USS Bush shared a post of how they joined more than 3,000 community leaders, citizens and other Sailors stationed in the Hampton Roads area for the Morning of Hope Walk in Virginia Beach, an annual event to remember the lives lost due to suicide.

7/7

Initial Announcements

In the initial Facebook post, CAPT Bailey calls on all hands to bring forward ideas and reiterates that there is no stigma for asking for help. He asks all crew members to look empathetically at their shipmates and offer help in dealing with stressors. He shares emergency phone numbers outside of the ship, on base and off, opening the doors for sailors who don't want their command to know.

The overall message is one of strength, compassion and support. The post stays on top as the only post of the day.

Within two days, the ship has hosted a safety stand-down and a suicide prevention walk that had over 3000 members from the ship and the local community. 

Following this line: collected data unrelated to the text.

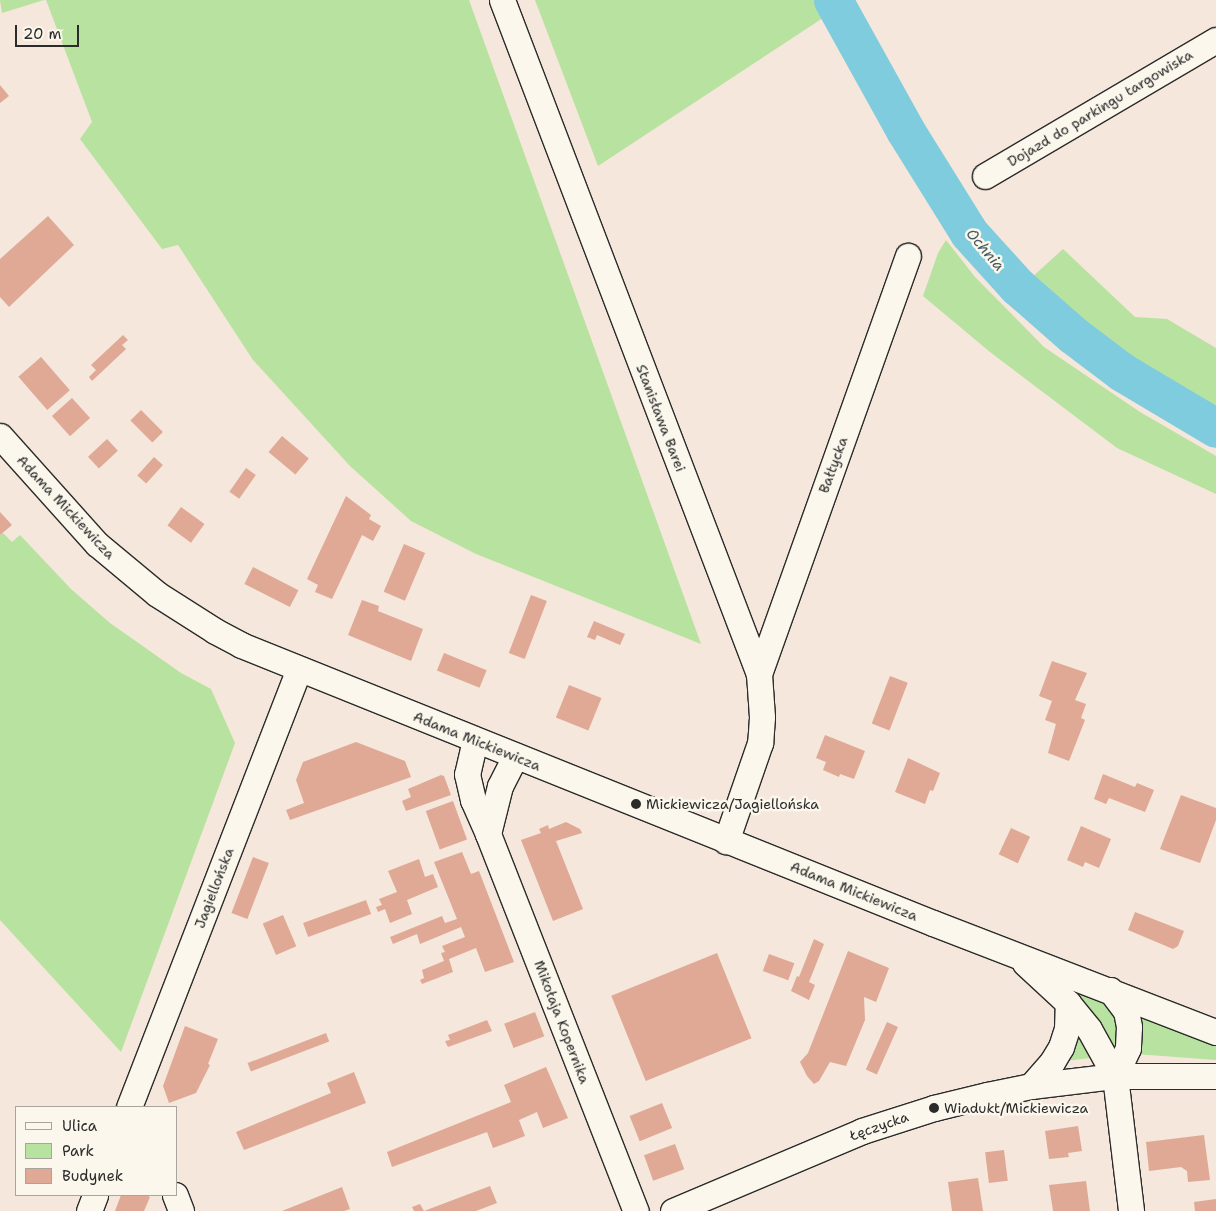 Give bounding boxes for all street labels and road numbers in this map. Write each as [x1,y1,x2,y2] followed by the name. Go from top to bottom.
[1004,46,1196,170] street label: Dojazd do parkingu targowiska
[633,362,689,474] street label: Stanisława Barei
[815,435,851,495] street label: Bałtycka
[14,452,118,562] street label: Adama Mickiewicza
[411,708,543,774] street label: Adama Mickiewicza
[191,845,237,931] street label: Jagiellońska
[788,858,920,924] street label: Adama Mickiewicza
[531,958,593,1086] street label: Mikołaja Kopernika
[847,1108,911,1144] street label: Łęczycka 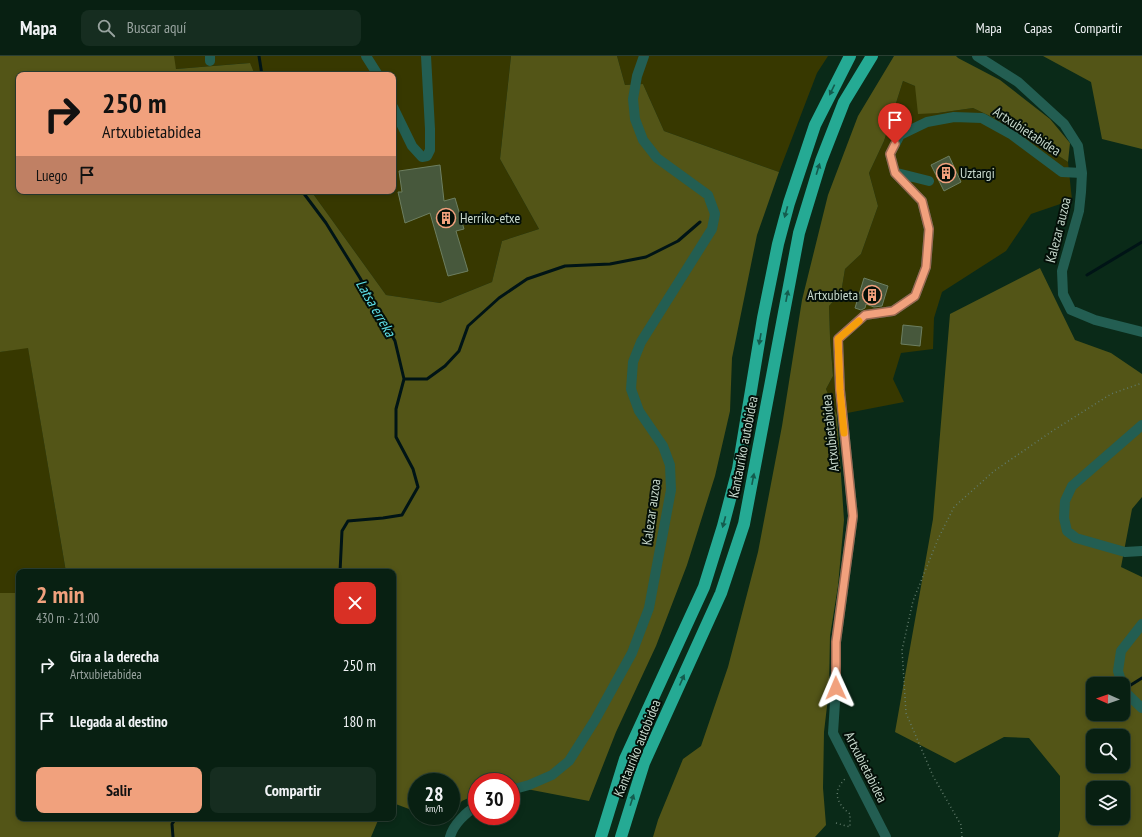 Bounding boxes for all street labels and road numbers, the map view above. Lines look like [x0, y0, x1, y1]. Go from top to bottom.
street label: Artxubietabidea [990, 102, 1064, 160]
street label: Kalezar auzoa [1041, 195, 1075, 265]
street label: Artxubietabidea [817, 394, 843, 472]
street label: Kantauriko autobidea [724, 395, 762, 499]
street label: Kalezar auzoa [637, 478, 665, 546]
street label: Kantauriko autobidea [609, 697, 665, 799]
street label: Artxubietabidea [840, 729, 892, 805]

However, this is a message intended for an internal audience being posted on an outward-facing platform. This opened up the commander to criticism he did not prepare for.  For something as serious as suicide, PA should have developed a communication plan and enlisted outside opinions BEFORE leaning forward and posting.

Uncontrolled Online Narrative

Initially, most of the responses were positive, but within a few days, the lid came off. Former sailors and civilians in high-stress jobs started pointing out the military culture needed to do more to address the very stressors it knew pushed their people past their breaking point. No one from the USS Bush responded.

The safety stand-down drew criticism as being tone-deaf, and with users pointing out that considering the initial call for empathy, the command could have done better than a presentation. Again, no response from the USS Bush, even when commenting grew increasingly incendiary.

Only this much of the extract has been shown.